There is a need for healthcare professionals of various disciplines to be trained in geriatric care in India. It would be a step in the right direction for hospitals to come up with care rooms for the elderly as their needs are very different from the normal patient.  Just like we have special neonatal care units and wards for babies and kids, the geriatrics need special facilities too. Particularly, when the inevitable is around the corner and there is not much that can be done medically, keeping the patient in the ICU and isolating them from their family just does not make sense. Lying alone in a cold ICU bed, with morbid thoughts is not the end we want our loved one to have, so why not make the structure more inclusive for the patient and their family. And this can be achieved only when healthcare professionals start thinking of such ideas not as ‘Doctors in Business’ but as ‘Individuals with families’.

As the Golden rule says “Do unto others as you would have them do unto you” !

2 responses to “The Need for a Geriatric Approach in Medicine and the Role of an Empathetic Clinician”

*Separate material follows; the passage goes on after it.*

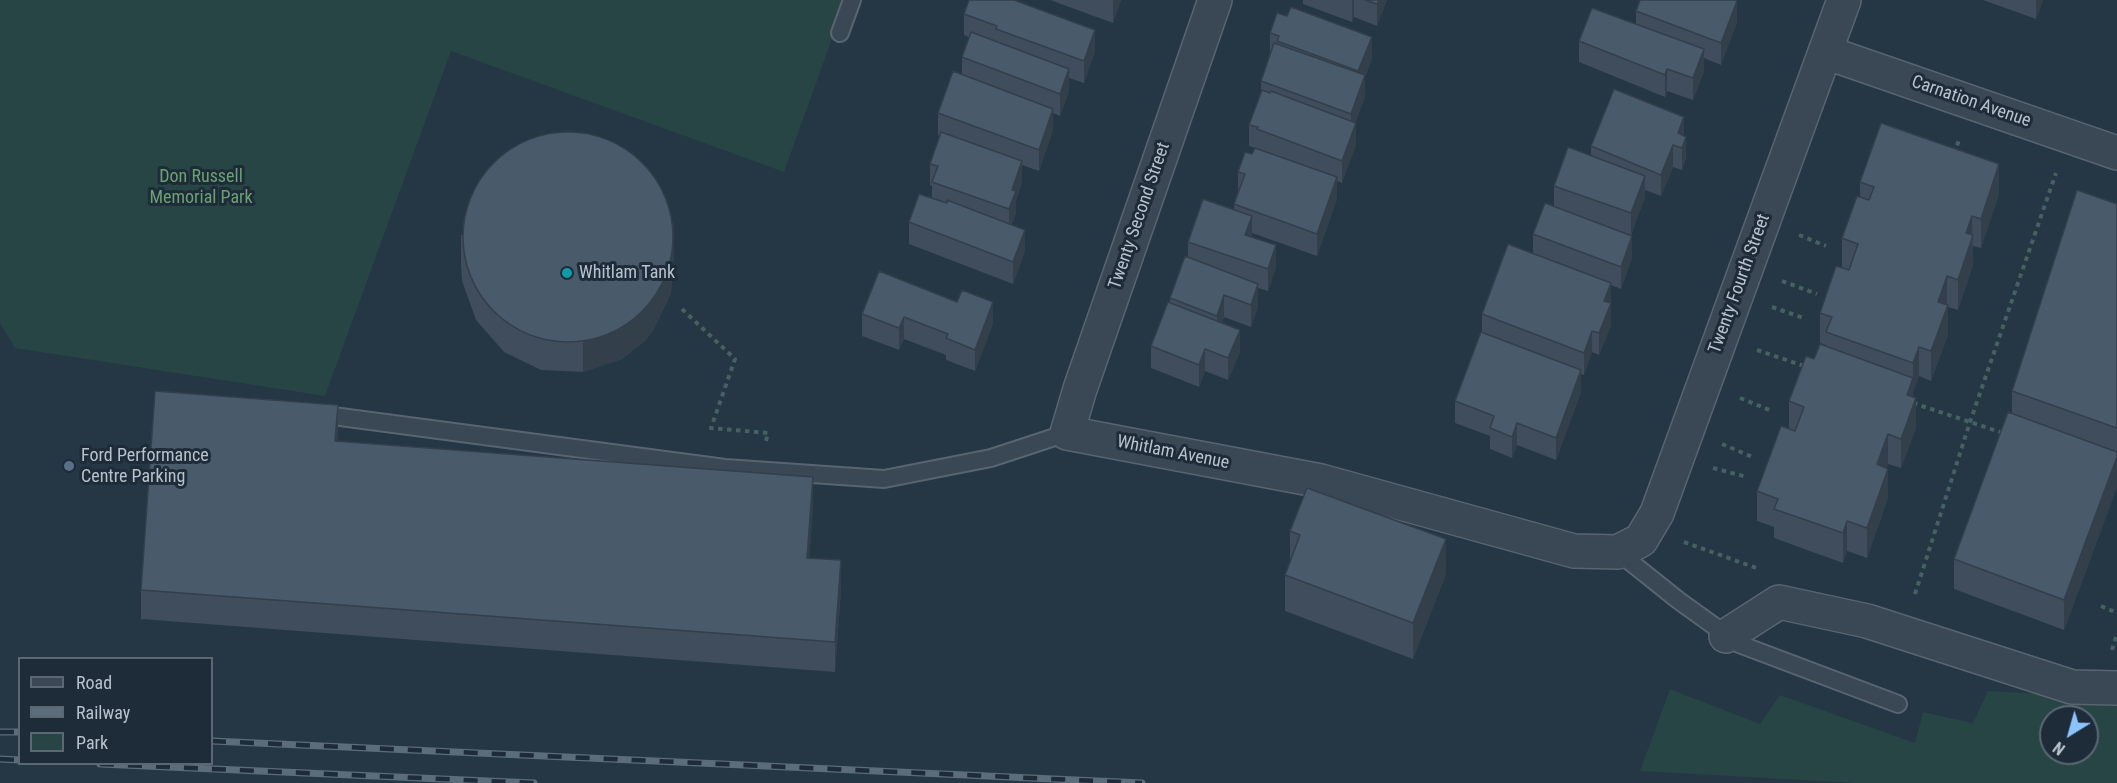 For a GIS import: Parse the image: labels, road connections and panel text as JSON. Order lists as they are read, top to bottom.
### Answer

  1. Avatar for ARNAZ DALAL Vidhya says:

    Should not generalise – but the corporate hospitals – “test for everything” approach coupled with doctors who certainly lack the experience in handling people – makes it difficult for both patients and care givers . We used to have family doctors who knew us well – and could in most cases diagnose what was wrong .
    Now we deal with a system of “ patient counsellors” Nurses , doctors , paramedics, admin staff , security guards (!!!!) and get pushed around . And no one gives full information.

  2. Avatar for ARNAZ DALAL Rajashree says:

    So well said. We need more such compassionate doctors especially for the elderly.